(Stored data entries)
*** Block opens ***
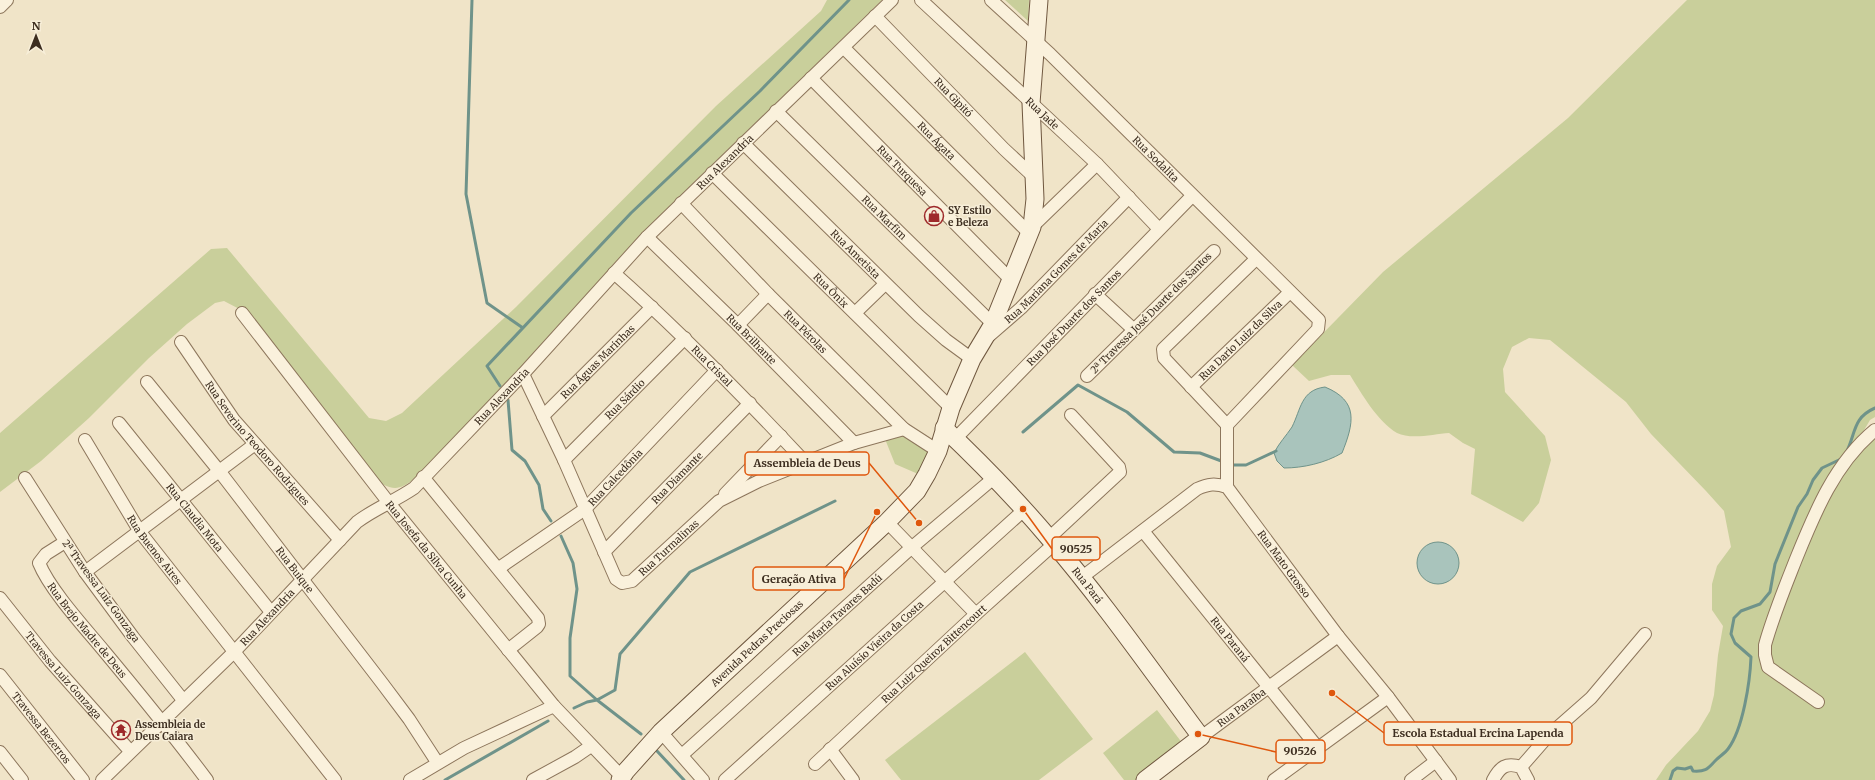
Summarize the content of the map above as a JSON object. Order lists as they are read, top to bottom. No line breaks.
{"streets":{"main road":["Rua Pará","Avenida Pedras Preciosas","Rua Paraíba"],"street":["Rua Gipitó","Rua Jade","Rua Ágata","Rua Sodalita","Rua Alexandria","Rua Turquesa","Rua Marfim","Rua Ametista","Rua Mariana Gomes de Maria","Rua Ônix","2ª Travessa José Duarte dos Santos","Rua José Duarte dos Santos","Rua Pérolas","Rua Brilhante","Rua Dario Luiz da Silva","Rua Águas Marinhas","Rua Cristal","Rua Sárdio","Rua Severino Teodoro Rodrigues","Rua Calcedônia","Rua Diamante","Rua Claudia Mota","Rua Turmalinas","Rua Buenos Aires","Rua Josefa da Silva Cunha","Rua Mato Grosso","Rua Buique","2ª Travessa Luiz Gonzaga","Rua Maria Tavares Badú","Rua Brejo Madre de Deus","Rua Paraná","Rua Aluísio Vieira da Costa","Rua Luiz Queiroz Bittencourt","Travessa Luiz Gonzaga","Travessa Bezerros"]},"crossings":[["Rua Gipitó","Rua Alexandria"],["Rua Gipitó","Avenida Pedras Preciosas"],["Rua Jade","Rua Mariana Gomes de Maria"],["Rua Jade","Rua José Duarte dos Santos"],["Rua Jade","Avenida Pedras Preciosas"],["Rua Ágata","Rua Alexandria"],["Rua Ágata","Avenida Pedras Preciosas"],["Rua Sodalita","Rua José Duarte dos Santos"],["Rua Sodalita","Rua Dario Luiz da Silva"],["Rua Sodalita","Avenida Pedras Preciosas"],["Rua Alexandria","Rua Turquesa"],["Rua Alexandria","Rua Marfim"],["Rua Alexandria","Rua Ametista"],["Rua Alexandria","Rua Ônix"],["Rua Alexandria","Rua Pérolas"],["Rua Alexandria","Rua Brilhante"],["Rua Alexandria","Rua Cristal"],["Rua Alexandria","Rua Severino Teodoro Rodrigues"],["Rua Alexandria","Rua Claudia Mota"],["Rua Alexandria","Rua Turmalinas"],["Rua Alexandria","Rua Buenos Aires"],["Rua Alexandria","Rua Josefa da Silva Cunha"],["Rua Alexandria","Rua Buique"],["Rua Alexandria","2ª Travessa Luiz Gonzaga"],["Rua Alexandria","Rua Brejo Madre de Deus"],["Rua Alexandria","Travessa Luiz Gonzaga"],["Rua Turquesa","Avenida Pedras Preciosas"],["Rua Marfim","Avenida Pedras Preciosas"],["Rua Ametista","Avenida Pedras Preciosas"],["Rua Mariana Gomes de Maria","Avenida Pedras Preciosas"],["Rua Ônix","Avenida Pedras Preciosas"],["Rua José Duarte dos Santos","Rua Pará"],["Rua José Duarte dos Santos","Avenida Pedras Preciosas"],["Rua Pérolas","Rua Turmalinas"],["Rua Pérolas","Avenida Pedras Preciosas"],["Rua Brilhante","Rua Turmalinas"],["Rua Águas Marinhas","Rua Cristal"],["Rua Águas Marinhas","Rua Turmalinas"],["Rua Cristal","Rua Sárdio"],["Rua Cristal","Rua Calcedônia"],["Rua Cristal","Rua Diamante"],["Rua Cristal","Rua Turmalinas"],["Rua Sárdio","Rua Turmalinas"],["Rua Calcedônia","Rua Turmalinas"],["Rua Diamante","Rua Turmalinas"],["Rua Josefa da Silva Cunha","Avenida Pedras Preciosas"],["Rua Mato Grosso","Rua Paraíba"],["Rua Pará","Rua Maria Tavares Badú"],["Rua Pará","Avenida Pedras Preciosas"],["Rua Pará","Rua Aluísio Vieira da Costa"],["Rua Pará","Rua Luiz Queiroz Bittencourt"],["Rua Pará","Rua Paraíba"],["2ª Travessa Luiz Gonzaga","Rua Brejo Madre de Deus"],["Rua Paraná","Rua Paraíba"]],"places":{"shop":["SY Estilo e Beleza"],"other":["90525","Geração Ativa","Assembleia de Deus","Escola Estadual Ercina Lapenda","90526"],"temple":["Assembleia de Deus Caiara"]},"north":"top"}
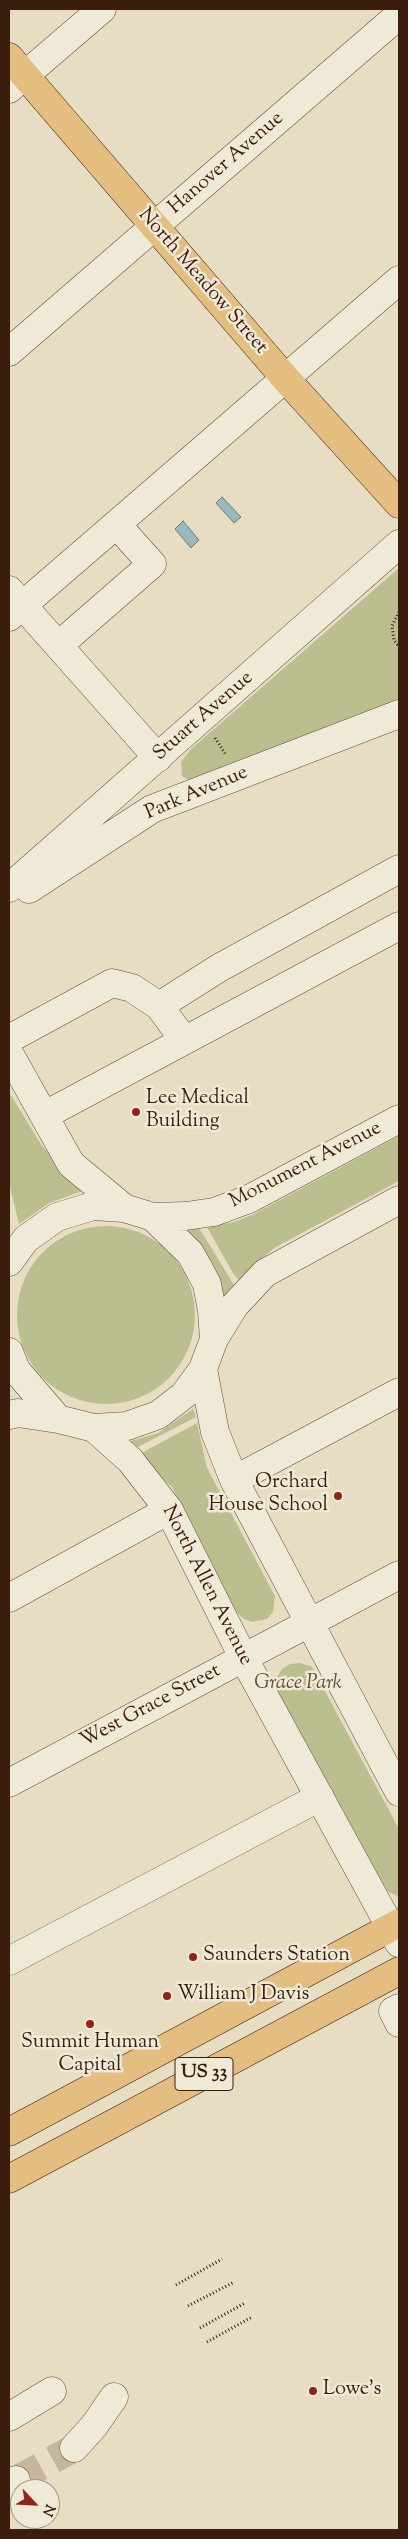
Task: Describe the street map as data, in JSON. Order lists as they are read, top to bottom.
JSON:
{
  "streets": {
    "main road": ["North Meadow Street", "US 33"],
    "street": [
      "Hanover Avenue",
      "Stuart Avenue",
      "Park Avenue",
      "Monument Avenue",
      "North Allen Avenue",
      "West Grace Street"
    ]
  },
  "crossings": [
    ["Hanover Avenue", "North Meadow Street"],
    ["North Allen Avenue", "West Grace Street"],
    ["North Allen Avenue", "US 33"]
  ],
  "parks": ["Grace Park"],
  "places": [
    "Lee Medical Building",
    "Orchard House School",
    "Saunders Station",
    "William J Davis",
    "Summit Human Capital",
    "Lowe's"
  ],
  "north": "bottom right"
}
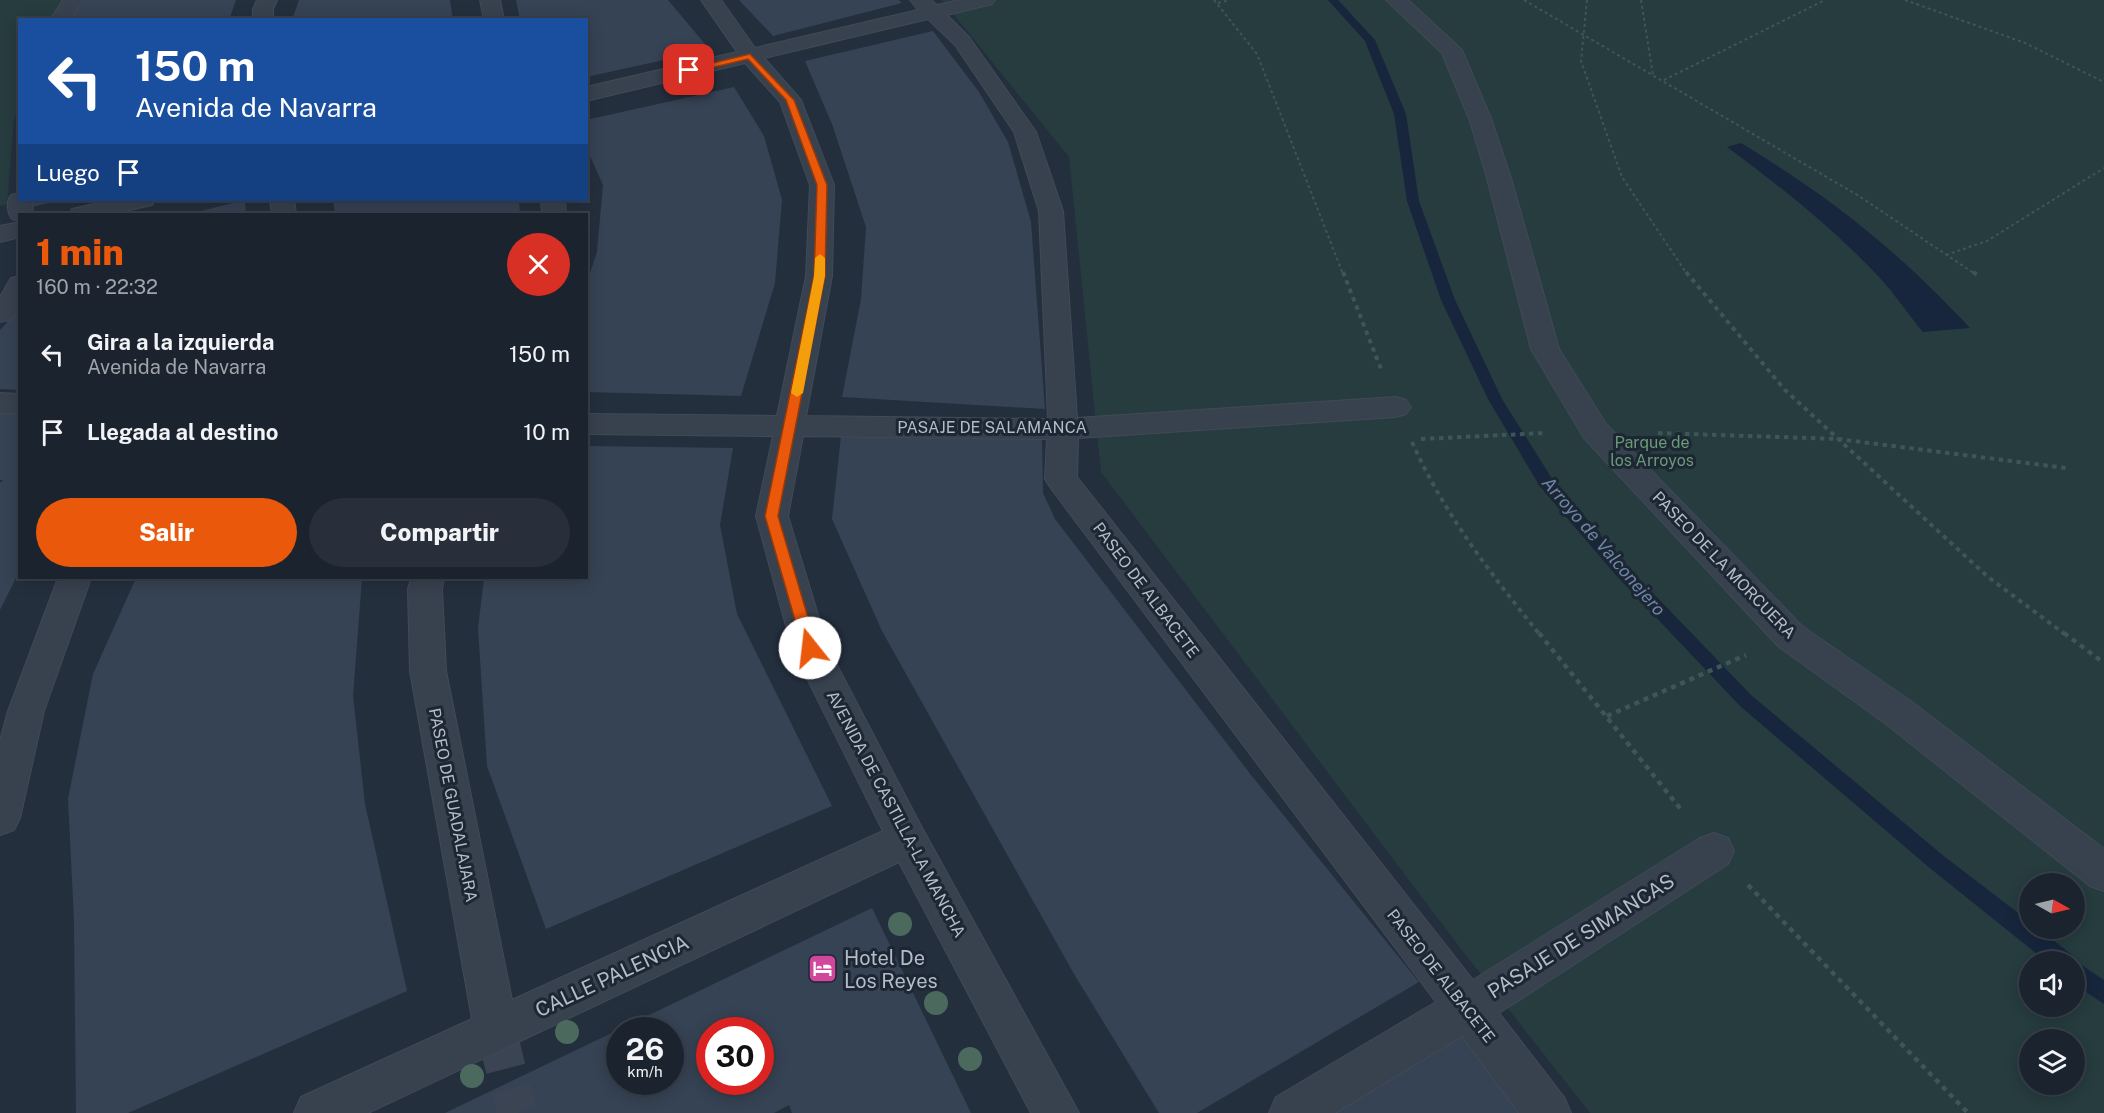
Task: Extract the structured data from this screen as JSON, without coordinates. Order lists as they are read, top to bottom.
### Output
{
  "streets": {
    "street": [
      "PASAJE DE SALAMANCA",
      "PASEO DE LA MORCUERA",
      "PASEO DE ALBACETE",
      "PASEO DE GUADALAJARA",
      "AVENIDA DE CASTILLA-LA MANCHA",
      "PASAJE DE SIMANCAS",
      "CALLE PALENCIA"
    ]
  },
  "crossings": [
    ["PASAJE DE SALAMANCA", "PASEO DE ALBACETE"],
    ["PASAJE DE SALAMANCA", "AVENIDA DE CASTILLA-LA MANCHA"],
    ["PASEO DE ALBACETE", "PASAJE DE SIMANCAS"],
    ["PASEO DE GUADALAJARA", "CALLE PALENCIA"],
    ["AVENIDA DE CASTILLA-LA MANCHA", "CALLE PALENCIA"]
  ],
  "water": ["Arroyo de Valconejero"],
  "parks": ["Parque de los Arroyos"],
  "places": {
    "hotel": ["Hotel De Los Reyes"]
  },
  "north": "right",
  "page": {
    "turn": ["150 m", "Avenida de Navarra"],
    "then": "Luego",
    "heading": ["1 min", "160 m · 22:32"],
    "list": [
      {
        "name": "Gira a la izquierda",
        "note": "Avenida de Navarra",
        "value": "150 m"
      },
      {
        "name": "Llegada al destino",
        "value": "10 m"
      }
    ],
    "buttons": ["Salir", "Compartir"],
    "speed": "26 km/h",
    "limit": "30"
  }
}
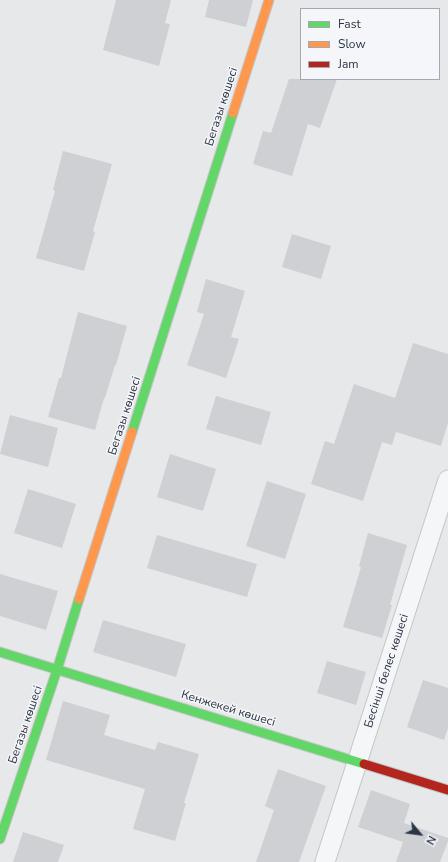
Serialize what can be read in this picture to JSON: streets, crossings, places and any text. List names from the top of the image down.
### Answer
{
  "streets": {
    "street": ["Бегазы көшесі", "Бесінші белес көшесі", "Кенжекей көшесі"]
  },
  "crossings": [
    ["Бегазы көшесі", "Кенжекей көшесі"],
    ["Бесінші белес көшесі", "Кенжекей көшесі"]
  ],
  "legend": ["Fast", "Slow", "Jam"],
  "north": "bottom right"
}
*** Block closes ***
### [Task details]
Transcribe every record above exactly as written, leaving out any pictures.

### [Result of this task]
Summarize the content of the map above as a JSON object. Order lists as they are read, top to bottom. No line breaks.
{"streets":{"main road":["Rua Pará","Avenida Pedras Preciosas","Rua Paraíba"],"street":["Rua Gipitó","Rua Jade","Rua Ágata","Rua Sodalita","Rua Alexandria","Rua Turquesa","Rua Marfim","Rua Ametista","Rua Mariana Gomes de Maria","Rua Ônix","2ª Travessa José Duarte dos Santos","Rua José Duarte dos Santos","Rua Pérolas","Rua Brilhante","Rua Dario Luiz da Silva","Rua Águas Marinhas","Rua Cristal","Rua Sárdio","Rua Severino Teodoro Rodrigues","Rua Calcedônia","Rua Diamante","Rua Claudia Mota","Rua Turmalinas","Rua Buenos Aires","Rua Josefa da Silva Cunha","Rua Mato Grosso","Rua Buique","2ª Travessa Luiz Gonzaga","Rua Maria Tavares Badú","Rua Brejo Madre de Deus","Rua Paraná","Rua Aluísio Vieira da Costa","Rua Luiz Queiroz Bittencourt","Travessa Luiz Gonzaga","Travessa Bezerros"]},"crossings":[["Rua Gipitó","Rua Alexandria"],["Rua Gipitó","Avenida Pedras Preciosas"],["Rua Jade","Rua Mariana Gomes de Maria"],["Rua Jade","Rua José Duarte dos Santos"],["Rua Jade","Avenida Pedras Preciosas"],["Rua Ágata","Rua Alexandria"],["Rua Ágata","Avenida Pedras Preciosas"],["Rua Sodalita","Rua José Duarte dos Santos"],["Rua Sodalita","Rua Dario Luiz da Silva"],["Rua Sodalita","Avenida Pedras Preciosas"],["Rua Alexandria","Rua Turquesa"],["Rua Alexandria","Rua Marfim"],["Rua Alexandria","Rua Ametista"],["Rua Alexandria","Rua Ônix"],["Rua Alexandria","Rua Pérolas"],["Rua Alexandria","Rua Brilhante"],["Rua Alexandria","Rua Cristal"],["Rua Alexandria","Rua Severino Teodoro Rodrigues"],["Rua Alexandria","Rua Claudia Mota"],["Rua Alexandria","Rua Turmalinas"],["Rua Alexandria","Rua Buenos Aires"],["Rua Alexandria","Rua Josefa da Silva Cunha"],["Rua Alexandria","Rua Buique"],["Rua Alexandria","2ª Travessa Luiz Gonzaga"],["Rua Alexandria","Rua Brejo Madre de Deus"],["Rua Alexandria","Travessa Luiz Gonzaga"],["Rua Turquesa","Avenida Pedras Preciosas"],["Rua Marfim","Avenida Pedras Preciosas"],["Rua Ametista","Avenida Pedras Preciosas"],["Rua Mariana Gomes de Maria","Avenida Pedras Preciosas"],["Rua Ônix","Avenida Pedras Preciosas"],["Rua José Duarte dos Santos","Rua Pará"],["Rua José Duarte dos Santos","Avenida Pedras Preciosas"],["Rua Pérolas","Rua Turmalinas"],["Rua Pérolas","Avenida Pedras Preciosas"],["Rua Brilhante","Rua Turmalinas"],["Rua Águas Marinhas","Rua Cristal"],["Rua Águas Marinhas","Rua Turmalinas"],["Rua Cristal","Rua Sárdio"],["Rua Cristal","Rua Calcedônia"],["Rua Cristal","Rua Diamante"],["Rua Cristal","Rua Turmalinas"],["Rua Sárdio","Rua Turmalinas"],["Rua Calcedônia","Rua Turmalinas"],["Rua Diamante","Rua Turmalinas"],["Rua Josefa da Silva Cunha","Avenida Pedras Preciosas"],["Rua Mato Grosso","Rua Paraíba"],["Rua Pará","Rua Maria Tavares Badú"],["Rua Pará","Avenida Pedras Preciosas"],["Rua Pará","Rua Aluísio Vieira da Costa"],["Rua Pará","Rua Luiz Queiroz Bittencourt"],["Rua Pará","Rua Paraíba"],["2ª Travessa Luiz Gonzaga","Rua Brejo Madre de Deus"],["Rua Paraná","Rua Paraíba"]],"places":{"shop":["SY Estilo e Beleza"],"other":["90525","Geração Ativa","Assembleia de Deus","Escola Estadual Ercina Lapenda","90526"],"temple":["Assembleia de Deus Caiara"]},"north":"top"}
Task: Describe the street map as data, in JSON. Order lists as they are read, top to bottom.
JSON:
{
  "streets": {
    "main road": ["North Meadow Street", "US 33"],
    "street": [
      "Hanover Avenue",
      "Stuart Avenue",
      "Park Avenue",
      "Monument Avenue",
      "North Allen Avenue",
      "West Grace Street"
    ]
  },
  "crossings": [
    ["Hanover Avenue", "North Meadow Street"],
    ["North Allen Avenue", "West Grace Street"],
    ["North Allen Avenue", "US 33"]
  ],
  "parks": ["Grace Park"],
  "places": [
    "Lee Medical Building",
    "Orchard House School",
    "Saunders Station",
    "William J Davis",
    "Summit Human Capital",
    "Lowe's"
  ],
  "north": "bottom right"
}
Task: Extract the structured data from this screen as JSON, without coordinates. Order lists as they are read, top to bottom.
### Output
{
  "streets": {
    "street": [
      "PASAJE DE SALAMANCA",
      "PASEO DE LA MORCUERA",
      "PASEO DE ALBACETE",
      "PASEO DE GUADALAJARA",
      "AVENIDA DE CASTILLA-LA MANCHA",
      "PASAJE DE SIMANCAS",
      "CALLE PALENCIA"
    ]
  },
  "crossings": [
    ["PASAJE DE SALAMANCA", "PASEO DE ALBACETE"],
    ["PASAJE DE SALAMANCA", "AVENIDA DE CASTILLA-LA MANCHA"],
    ["PASEO DE ALBACETE", "PASAJE DE SIMANCAS"],
    ["PASEO DE GUADALAJARA", "CALLE PALENCIA"],
    ["AVENIDA DE CASTILLA-LA MANCHA", "CALLE PALENCIA"]
  ],
  "water": ["Arroyo de Valconejero"],
  "parks": ["Parque de los Arroyos"],
  "places": {
    "hotel": ["Hotel De Los Reyes"]
  },
  "north": "right",
  "page": {
    "turn": ["150 m", "Avenida de Navarra"],
    "then": "Luego",
    "heading": ["1 min", "160 m · 22:32"],
    "list": [
      {
        "name": "Gira a la izquierda",
        "note": "Avenida de Navarra",
        "value": "150 m"
      },
      {
        "name": "Llegada al destino",
        "value": "10 m"
      }
    ],
    "buttons": ["Salir", "Compartir"],
    "speed": "26 km/h",
    "limit": "30"
  }
}
Serialize what can be read in this picture to JSON: streets, crossings, places and any text. List names from the top of the image down.
### Answer
{
  "streets": {
    "street": ["Бегазы көшесі", "Бесінші белес көшесі", "Кенжекей көшесі"]
  },
  "crossings": [
    ["Бегазы көшесі", "Кенжекей көшесі"],
    ["Бесінші белес көшесі", "Кенжекей көшесі"]
  ],
  "legend": ["Fast", "Slow", "Jam"],
  "north": "bottom right"
}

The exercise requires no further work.